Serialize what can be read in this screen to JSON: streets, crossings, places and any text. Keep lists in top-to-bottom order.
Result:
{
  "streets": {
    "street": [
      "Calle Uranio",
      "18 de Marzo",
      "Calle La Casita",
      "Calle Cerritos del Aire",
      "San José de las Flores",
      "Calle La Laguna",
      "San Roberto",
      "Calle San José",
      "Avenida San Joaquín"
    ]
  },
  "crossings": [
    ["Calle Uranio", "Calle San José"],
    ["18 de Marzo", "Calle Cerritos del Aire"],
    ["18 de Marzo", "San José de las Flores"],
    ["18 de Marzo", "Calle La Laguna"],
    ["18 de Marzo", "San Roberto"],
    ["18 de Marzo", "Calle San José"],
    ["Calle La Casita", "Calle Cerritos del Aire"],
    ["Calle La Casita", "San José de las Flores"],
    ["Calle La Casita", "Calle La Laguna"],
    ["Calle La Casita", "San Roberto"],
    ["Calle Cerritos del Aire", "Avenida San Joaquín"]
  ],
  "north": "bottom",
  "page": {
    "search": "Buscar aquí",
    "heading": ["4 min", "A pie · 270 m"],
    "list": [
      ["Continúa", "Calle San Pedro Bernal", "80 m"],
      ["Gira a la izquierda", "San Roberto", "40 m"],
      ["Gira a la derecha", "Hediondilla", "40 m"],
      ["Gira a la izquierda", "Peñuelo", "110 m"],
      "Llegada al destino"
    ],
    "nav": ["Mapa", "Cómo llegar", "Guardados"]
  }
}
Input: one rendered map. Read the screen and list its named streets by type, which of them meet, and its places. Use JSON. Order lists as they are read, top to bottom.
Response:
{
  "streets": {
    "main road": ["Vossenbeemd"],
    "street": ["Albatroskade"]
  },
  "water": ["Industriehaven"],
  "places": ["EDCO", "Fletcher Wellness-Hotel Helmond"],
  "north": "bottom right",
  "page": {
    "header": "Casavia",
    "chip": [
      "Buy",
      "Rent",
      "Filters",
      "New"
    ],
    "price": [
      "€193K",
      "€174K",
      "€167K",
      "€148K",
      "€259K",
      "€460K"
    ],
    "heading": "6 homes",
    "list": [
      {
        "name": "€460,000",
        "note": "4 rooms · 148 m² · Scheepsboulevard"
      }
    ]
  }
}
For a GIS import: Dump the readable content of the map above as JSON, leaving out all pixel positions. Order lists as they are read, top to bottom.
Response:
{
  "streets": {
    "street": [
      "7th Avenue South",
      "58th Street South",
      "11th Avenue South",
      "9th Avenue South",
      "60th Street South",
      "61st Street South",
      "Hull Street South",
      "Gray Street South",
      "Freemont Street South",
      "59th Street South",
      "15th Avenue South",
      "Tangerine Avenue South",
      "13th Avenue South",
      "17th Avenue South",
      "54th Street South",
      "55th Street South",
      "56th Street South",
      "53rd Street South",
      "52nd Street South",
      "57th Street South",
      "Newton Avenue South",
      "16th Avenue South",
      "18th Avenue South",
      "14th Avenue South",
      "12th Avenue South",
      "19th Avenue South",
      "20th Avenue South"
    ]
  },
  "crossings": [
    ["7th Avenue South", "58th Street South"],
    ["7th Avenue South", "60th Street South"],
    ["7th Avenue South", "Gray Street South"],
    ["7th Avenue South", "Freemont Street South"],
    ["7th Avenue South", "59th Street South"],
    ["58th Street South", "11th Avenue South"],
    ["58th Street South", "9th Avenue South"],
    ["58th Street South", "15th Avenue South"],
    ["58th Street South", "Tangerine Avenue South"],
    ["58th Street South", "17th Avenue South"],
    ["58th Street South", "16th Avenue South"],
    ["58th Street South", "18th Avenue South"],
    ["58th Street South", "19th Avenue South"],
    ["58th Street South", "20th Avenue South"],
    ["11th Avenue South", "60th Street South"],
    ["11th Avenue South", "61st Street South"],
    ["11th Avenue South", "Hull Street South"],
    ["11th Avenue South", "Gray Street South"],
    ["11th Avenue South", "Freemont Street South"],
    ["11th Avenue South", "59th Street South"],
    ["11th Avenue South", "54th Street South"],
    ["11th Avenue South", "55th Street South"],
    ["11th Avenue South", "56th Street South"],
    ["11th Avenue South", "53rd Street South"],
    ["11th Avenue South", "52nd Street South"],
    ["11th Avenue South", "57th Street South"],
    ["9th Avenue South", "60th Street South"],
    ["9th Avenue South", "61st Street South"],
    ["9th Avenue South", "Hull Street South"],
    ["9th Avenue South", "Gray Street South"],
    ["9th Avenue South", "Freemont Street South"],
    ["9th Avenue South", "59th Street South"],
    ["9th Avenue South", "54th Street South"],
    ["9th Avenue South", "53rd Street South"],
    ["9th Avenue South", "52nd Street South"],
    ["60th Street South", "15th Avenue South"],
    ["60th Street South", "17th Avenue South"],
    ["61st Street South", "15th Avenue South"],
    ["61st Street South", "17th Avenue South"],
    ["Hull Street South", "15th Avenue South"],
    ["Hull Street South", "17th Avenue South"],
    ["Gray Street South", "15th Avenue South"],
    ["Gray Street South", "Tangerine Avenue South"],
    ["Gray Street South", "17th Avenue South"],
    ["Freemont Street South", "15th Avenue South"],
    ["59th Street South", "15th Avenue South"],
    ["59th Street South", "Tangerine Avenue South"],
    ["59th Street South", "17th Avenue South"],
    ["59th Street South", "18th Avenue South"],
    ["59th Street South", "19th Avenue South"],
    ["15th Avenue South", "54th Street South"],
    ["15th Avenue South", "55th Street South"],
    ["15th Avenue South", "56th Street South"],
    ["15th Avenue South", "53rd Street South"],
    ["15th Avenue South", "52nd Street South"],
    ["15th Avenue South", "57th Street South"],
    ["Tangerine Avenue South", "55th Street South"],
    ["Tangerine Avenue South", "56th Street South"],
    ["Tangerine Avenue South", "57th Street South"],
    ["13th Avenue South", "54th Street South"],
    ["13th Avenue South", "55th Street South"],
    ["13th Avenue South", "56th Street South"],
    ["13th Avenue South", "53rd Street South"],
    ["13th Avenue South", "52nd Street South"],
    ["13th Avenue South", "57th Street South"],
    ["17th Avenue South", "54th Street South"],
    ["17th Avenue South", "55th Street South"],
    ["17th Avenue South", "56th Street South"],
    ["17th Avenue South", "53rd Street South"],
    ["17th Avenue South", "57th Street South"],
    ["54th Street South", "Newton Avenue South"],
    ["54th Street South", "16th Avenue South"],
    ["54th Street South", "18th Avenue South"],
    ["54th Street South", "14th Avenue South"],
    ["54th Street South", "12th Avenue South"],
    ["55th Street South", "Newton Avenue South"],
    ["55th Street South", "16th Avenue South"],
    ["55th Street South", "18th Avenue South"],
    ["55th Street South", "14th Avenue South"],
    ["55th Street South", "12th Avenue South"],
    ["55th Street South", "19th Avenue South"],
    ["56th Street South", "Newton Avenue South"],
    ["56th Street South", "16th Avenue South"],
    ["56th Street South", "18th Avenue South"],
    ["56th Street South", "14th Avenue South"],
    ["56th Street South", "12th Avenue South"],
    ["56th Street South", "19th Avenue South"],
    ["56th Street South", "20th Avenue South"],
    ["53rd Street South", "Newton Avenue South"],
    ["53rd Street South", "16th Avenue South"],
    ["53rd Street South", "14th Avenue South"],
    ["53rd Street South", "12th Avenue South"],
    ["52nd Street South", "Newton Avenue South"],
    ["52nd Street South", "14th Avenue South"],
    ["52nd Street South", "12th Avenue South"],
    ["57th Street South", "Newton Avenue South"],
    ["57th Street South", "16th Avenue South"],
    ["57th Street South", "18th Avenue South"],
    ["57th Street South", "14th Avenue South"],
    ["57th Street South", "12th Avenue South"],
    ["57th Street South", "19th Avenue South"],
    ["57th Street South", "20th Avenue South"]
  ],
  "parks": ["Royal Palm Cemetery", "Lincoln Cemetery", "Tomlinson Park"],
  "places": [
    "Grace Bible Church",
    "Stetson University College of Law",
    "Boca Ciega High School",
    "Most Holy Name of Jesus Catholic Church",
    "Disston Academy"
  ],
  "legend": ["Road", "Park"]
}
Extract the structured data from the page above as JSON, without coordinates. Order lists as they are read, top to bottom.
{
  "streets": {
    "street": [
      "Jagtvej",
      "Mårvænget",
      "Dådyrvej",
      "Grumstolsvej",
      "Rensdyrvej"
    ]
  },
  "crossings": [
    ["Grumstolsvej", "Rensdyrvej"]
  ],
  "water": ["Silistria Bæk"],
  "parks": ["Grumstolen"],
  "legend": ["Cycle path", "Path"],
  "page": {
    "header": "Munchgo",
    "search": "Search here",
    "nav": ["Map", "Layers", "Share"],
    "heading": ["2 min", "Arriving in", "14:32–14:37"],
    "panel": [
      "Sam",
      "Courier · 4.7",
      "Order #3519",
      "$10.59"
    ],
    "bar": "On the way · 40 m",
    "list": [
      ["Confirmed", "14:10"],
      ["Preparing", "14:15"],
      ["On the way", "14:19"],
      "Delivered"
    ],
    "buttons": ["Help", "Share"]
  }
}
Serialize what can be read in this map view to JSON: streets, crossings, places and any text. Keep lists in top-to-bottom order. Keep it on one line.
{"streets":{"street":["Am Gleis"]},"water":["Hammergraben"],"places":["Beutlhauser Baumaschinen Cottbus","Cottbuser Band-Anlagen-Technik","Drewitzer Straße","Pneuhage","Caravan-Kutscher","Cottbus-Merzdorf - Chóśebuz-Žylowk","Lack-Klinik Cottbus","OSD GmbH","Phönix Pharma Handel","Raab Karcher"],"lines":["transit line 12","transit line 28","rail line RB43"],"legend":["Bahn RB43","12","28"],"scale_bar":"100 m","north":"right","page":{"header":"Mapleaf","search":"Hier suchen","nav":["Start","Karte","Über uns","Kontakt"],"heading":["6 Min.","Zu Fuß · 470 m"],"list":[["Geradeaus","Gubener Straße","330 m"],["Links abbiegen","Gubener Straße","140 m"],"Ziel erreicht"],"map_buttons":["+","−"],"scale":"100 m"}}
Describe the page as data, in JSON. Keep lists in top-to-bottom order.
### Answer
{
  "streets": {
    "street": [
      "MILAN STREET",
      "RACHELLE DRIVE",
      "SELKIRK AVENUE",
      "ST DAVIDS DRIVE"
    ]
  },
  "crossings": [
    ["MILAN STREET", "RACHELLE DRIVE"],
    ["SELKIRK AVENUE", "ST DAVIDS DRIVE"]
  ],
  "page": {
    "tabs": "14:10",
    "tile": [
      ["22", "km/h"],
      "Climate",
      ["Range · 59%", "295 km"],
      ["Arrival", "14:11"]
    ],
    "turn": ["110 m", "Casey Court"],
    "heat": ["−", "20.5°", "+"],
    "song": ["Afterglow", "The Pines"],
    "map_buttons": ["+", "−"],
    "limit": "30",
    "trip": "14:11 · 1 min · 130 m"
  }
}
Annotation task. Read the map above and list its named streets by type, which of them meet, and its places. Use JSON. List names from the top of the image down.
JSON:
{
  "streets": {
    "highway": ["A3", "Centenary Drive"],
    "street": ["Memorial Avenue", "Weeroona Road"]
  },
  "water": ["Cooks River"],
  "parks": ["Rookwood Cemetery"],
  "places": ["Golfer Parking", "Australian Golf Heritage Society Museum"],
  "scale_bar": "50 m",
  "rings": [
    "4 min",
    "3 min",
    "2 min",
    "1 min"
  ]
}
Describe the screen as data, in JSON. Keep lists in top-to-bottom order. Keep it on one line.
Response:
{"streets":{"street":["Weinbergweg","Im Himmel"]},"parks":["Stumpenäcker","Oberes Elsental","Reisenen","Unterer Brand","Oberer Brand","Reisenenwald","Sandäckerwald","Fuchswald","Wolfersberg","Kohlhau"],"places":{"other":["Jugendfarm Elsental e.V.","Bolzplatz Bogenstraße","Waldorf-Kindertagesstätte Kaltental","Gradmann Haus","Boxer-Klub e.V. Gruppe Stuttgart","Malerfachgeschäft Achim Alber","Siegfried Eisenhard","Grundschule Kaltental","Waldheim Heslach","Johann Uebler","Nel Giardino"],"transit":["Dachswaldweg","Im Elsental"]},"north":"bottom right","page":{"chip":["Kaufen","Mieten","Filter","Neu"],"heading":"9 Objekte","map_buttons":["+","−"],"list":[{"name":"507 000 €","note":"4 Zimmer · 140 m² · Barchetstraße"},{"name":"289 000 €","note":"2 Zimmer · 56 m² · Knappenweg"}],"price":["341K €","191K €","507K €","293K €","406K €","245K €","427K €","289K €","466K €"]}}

---

- Description of the task
Please copy out each line of the data in which the word "this" occurs.

- Task solution
Serialize what can be read in this screen to JSON: streets, crossings, places and any text. Keep lists in top-to-bottom order.
Serialize what can be read in this map view to JSON: streets, crossings, places and any text. Keep lists in top-to-bottom order. Keep it on one line.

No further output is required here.